*Dataset entries*:
-----
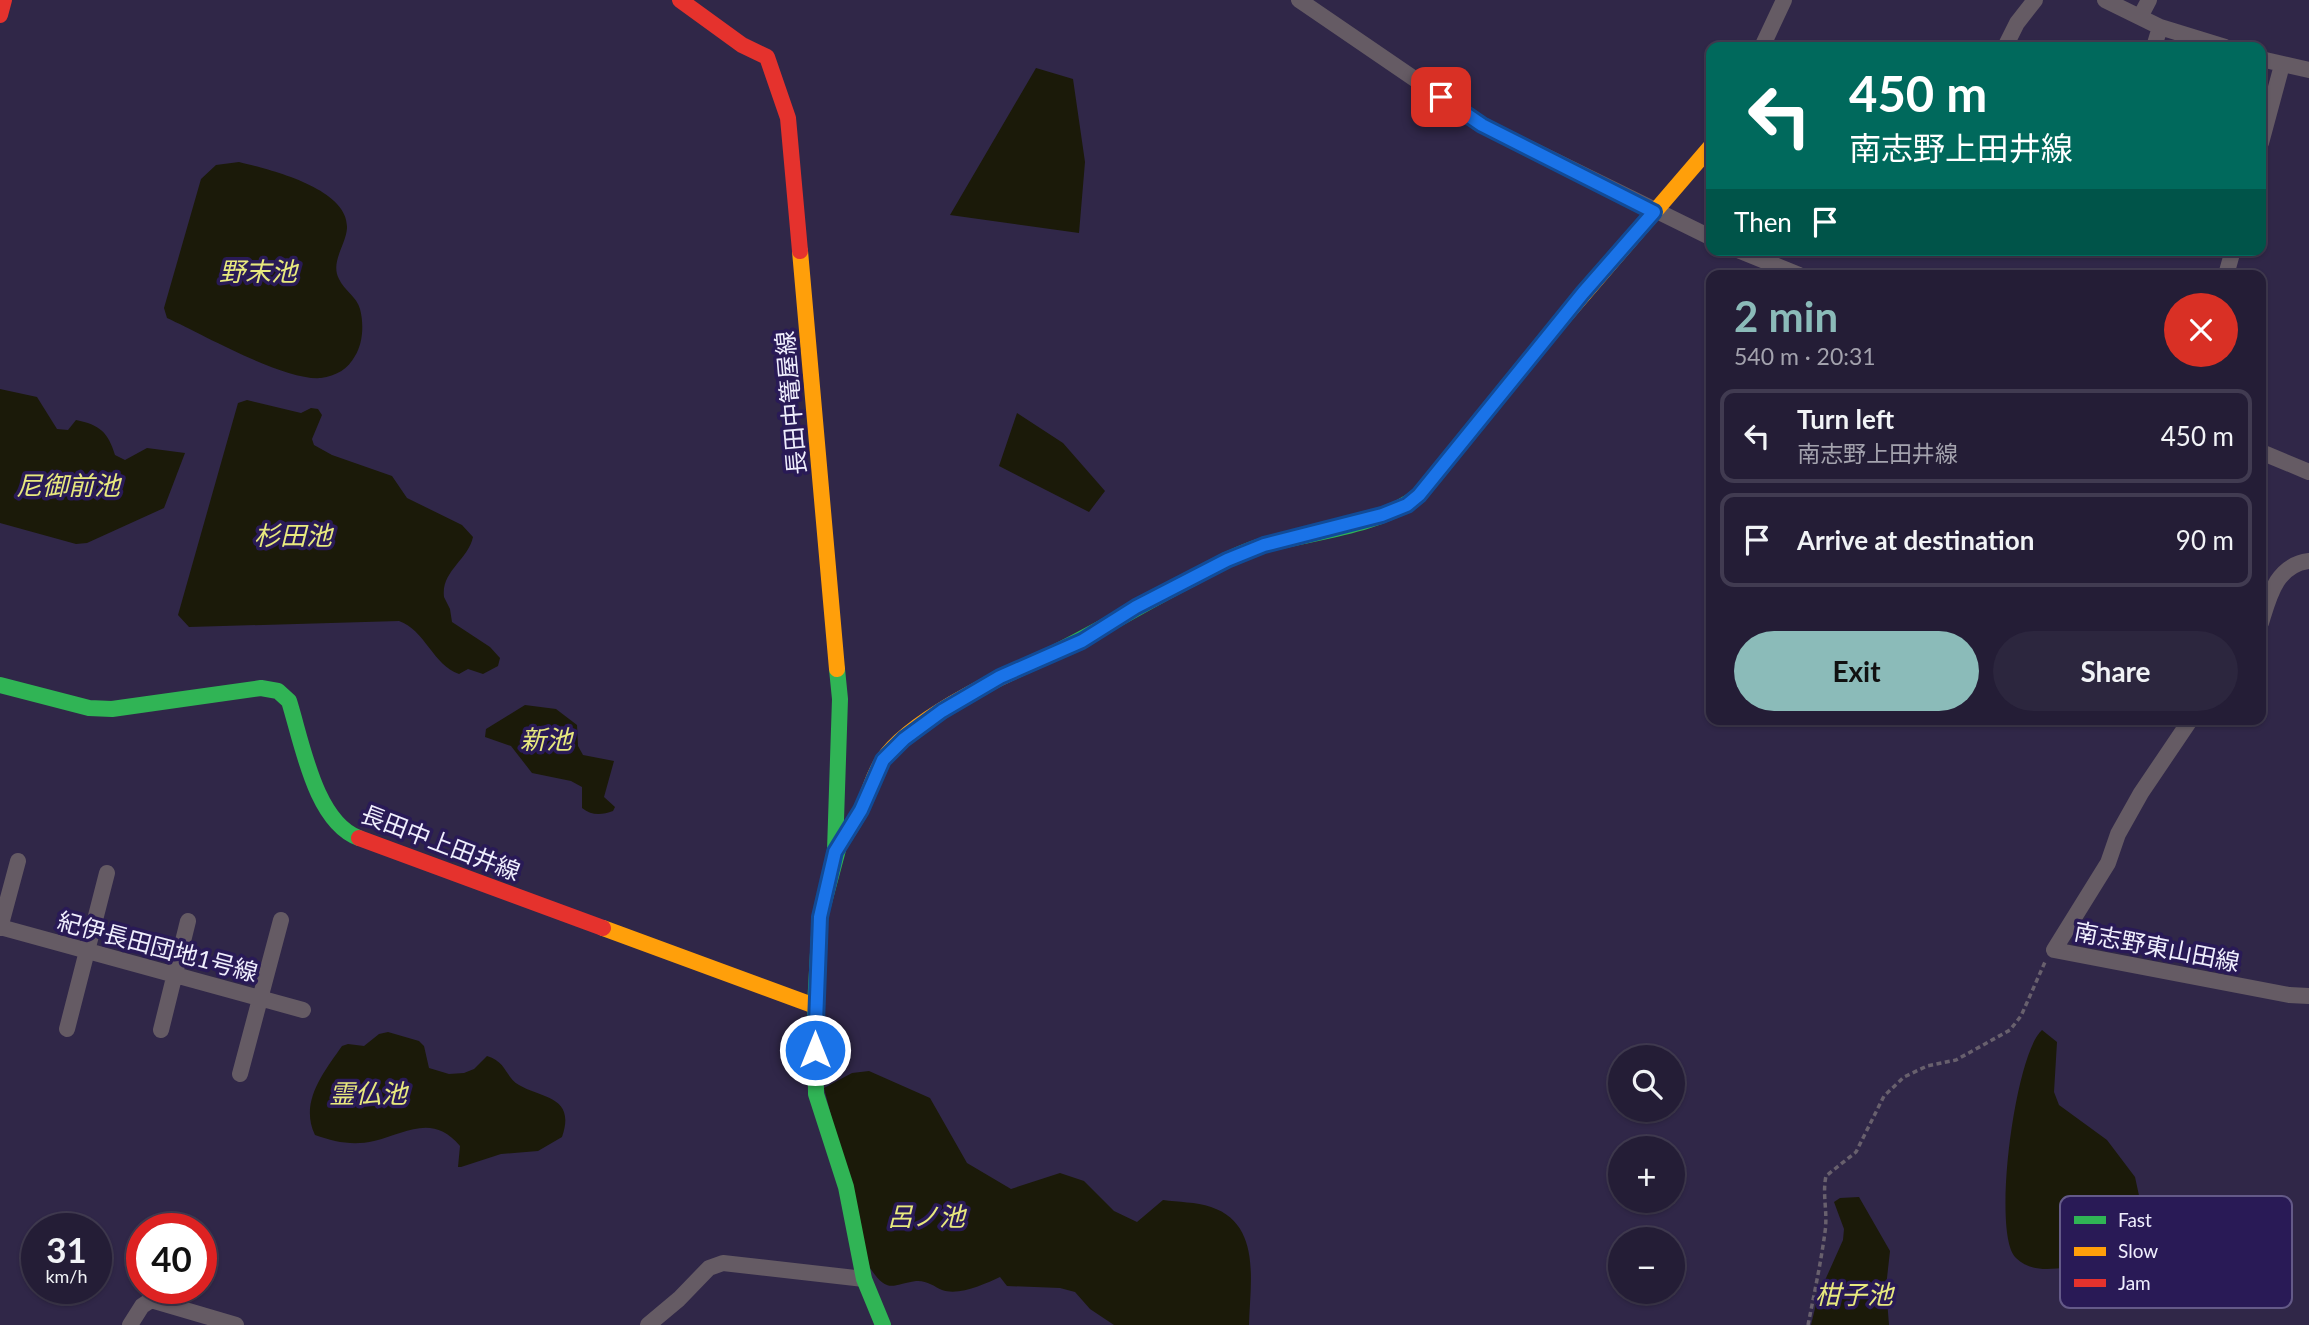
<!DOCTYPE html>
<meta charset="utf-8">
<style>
:root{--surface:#241d36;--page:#2c263e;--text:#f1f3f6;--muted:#a3a2ad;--line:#413b51;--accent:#8bbbb9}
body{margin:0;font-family:Lato,"Noto Sans JP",sans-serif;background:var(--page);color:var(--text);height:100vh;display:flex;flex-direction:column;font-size:26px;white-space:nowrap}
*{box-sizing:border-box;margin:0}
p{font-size:23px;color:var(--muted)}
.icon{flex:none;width:38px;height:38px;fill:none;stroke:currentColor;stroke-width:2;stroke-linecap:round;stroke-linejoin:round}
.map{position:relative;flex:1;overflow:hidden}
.panel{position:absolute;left:1706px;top:270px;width:560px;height:455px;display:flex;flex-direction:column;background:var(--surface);border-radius:14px;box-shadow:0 2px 5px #0004,0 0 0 2px var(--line)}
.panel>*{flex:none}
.guide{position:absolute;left:1706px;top:42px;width:560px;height:214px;border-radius:14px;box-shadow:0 2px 5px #0004,0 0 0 2px var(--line);background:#00695c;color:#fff;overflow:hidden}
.buttons{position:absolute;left:1608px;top:1045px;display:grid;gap:14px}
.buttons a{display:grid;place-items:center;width:77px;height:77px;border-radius:50%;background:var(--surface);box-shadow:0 2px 5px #0004,0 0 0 2px var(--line);font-size:35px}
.speed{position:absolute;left:21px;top:1213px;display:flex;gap:14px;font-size:35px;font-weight:700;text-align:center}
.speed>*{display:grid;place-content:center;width:91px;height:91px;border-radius:50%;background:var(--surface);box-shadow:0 2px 5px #0004,0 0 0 2px var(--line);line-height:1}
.speed small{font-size:18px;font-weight:400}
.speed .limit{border:10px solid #d22;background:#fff;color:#111}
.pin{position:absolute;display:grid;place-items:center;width:60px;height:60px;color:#fff;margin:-30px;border-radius:14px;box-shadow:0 4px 10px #0006}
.me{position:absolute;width:77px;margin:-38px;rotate:0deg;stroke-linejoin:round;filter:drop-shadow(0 0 5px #0008)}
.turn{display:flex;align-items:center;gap:24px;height:147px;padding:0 28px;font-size:32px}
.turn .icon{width:91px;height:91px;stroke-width:2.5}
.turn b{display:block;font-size:49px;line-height:60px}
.then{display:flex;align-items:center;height:66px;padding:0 28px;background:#0003;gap:14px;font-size:26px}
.round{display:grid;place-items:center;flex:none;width:74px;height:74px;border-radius:37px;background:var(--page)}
.headline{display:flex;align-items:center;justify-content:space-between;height:119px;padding:0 28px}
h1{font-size:42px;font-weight:700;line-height:52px;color:var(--accent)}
.button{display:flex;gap:14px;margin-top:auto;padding:14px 28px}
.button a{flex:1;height:80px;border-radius:42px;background:var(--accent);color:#111;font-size:28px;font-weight:700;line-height:80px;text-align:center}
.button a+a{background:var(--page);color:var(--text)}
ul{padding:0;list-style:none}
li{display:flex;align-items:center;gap:21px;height:94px;margin:0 14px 10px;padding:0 14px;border:4px solid var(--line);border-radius:14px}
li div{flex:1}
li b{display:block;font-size:26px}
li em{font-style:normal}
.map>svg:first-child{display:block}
.water{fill:#1b1a09}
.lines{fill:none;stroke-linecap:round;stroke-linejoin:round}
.path{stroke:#68606d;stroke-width:3.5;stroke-dasharray:5 3.5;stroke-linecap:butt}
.street{stroke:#655b64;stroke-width:16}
.fast{stroke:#30b455;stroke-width:16}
.slow{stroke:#ff9f0a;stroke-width:16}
.jam{stroke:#e5322d;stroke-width:16}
.route-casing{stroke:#114b97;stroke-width:18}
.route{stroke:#1a73e8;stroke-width:12}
.labels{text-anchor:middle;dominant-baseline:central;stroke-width:7;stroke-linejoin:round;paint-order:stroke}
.street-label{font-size:24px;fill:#efeefd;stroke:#291a56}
.water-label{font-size:26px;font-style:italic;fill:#e8e97e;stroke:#291a56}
.key{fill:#291a56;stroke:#645a88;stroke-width:2}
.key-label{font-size:19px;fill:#efeefd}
</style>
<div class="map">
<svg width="2309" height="1325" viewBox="0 0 2309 1325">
<rect width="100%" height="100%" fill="#302748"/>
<path class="water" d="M1036,68L1073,79L1085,162L1079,233L950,215Z
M239,162C268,169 349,188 347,228C346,245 330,262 339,279C344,290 357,297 360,309C364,324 363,343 355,356C348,369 336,376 321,378C284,381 202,334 167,318L164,308L201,179L216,165Z
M0,389L37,397L57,429L68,430L76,420C100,425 108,432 115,455L125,460L147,448L185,453L164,508L87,543L76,544L0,523Z
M247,400L301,413L311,408L318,409L322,415L312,439L314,445L332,455L392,476L407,498L462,525L473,537C468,560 441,571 444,597L450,609L452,622L490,647L500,658L498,666L483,674L468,669L459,674C433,665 425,630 399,621L189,627L178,615L238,403Z
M1017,413L1063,443L1105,491L1089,512L999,466Z
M525,705L556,709L577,725L578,746L583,755L614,761L604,797L615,807L613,811C602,815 592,816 582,808V787L571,781L532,773L511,746L485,737L486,729Z
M2042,1030L2057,1042L2054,1092L2059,1105L2107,1140L2135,1177L2148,1237L2155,1249L2143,1279L2131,1286C2120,1281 2113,1270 2100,1267C2073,1261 2038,1280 2016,1258C1991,1235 2015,1053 2042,1030Z
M388,1032L419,1041L424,1046L429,1068L449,1074L464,1073L474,1069L487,1056C507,1062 505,1077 519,1085C543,1099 576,1096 562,1137L538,1151L501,1154L461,1167H458L460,1146C433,1113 406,1133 374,1141C353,1146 335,1142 315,1135C299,1102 324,1072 342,1046L348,1044L364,1046L379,1034Z
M869,1071L930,1098L967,1163L1011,1189L1060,1173L1084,1181L1114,1211L1137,1222L1163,1200C1178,1202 1196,1202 1211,1207C1262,1224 1250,1283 1249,1325H1114L1090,1309L1075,1292L1060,1288L1007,1286L1000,1277C985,1284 959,1296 942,1290C934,1286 926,1280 916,1281C891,1285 888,1294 870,1268L824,1088L852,1073Z
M1859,1197L1890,1251L1886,1287L1889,1325H1811L1818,1296L1843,1240L1844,1229L1834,1202L1840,1198Z"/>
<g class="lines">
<path class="path" d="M1808,1325C1814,1295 1821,1262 1825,1232C1828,1212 1822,1195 1826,1176L1856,1152L1884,1096L1904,1077L1927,1066L1956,1060L2010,1030L2021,1016L2045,962"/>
<path class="street" d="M1299,0L1482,125L1712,238
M2105,0L2160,27L2225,47
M2140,17L2149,0
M1762,47L1784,0
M2005,47L2017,23L2035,0
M2154,47L2160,27
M2261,59L2309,70
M2261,143L2282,65
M1738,250L1799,275
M2226,275L2233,250
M2261,452L2309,472
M2261,623C2269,597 2276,565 2309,561
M2191,719L2141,793L2118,834L2108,863L2054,950L2289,995L2309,996
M0,927L303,1010
M0,928L18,861
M67,1029L107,873
M161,1030L188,921
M240,1074L281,920
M130,1325L142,1306L151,1300L236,1325
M648,1325L679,1299L709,1268L723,1263L864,1279"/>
<path class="fast" d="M1035,662C1090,637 1141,604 1195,577C1218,564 1242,551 1268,544C1314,532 1383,525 1419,495L1559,323
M0,685L89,708L112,709L261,688L278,691L289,701C302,742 315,822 359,838
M839,846L820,917L815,1006L816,1094L846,1187L864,1279L883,1325
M835,850L840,699L837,669"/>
<path class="slow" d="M800,251L837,669
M1559,323L1712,145
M839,846C846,834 855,822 861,810C869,794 873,775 883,760C908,722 993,680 1035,662
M603,928L815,1006"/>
<path class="jam" d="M680,0L742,45L767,57L788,118L800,251
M0,15L4,0
M359,838L603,928"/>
</g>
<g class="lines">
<g class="route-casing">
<path id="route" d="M815,1050L820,917L835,852L861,810L883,760L904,739L942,711L1000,677L1082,641L1136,607L1227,560L1264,545L1382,515L1407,505L1419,495L1583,293L1654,212L1482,125L1441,97"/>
</g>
<use href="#route" class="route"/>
</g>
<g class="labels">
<g class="street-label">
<text transform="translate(790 403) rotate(-95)">長田中篭屋線</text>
<text transform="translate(441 842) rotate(21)">長田中上田井線</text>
<text transform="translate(158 946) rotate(15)">紀伊長田団地1号線</text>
<text transform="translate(2157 946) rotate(11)">南志野東山田線</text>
</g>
<g class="water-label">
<text x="258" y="271">野末池</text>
<text x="68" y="485">尼御前池</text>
<text x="293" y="535">杉田池</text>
<text x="546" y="739">新池</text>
<text x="368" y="1093">霊仏池</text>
<text x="926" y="1216">呂ノ池</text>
<text x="1854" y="1294">柑子池</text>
</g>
</g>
<rect x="2060" y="1196" width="232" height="112" rx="10" class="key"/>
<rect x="2074" y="1216" width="32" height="8" fill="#30b455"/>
<rect x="2074" y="1247" width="32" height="9" fill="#ff9f0a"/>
<rect x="2074" y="1279" width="32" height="8" fill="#e5322d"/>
<g class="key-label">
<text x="2118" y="1227">Fast</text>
<text x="2118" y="1258">Slow</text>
<text x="2118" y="1290">Jam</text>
</g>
</svg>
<div class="buttons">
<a><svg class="icon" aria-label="search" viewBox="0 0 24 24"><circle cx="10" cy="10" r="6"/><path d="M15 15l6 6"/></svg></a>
<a>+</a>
<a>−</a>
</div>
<div class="speed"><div>31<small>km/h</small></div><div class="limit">40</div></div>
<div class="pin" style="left:1441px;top:97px;background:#d93025"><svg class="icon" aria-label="arrive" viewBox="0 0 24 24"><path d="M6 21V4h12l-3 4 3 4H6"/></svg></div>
<svg class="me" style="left:815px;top:1050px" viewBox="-20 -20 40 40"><circle r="17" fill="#1a73e8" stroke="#fff" stroke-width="3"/><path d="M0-11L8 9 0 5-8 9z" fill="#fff"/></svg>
<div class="guide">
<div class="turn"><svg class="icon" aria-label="left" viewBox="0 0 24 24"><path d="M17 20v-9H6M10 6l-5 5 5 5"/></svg><div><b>450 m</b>南志野上田井線</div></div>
<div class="then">Then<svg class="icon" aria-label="arrive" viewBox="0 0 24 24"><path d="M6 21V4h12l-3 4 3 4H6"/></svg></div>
</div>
<section class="panel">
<div class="headline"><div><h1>2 min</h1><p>540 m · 20:31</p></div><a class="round" style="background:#d93025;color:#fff"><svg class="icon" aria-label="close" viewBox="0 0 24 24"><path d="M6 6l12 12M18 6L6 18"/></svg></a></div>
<ul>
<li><svg class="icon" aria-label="left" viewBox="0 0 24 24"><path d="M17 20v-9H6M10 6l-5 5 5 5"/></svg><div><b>Turn left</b><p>南志野上田井線</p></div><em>450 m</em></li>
<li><svg class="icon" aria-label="arrive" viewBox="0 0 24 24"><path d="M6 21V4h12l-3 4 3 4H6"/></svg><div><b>Arrive at destination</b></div><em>90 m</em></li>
</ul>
<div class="button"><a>Exit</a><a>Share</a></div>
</section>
</div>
-----
*Exercise description*: On how many lines of the records above does the word "overflow" appear? Answer with only that number.

*Solved problem*: 2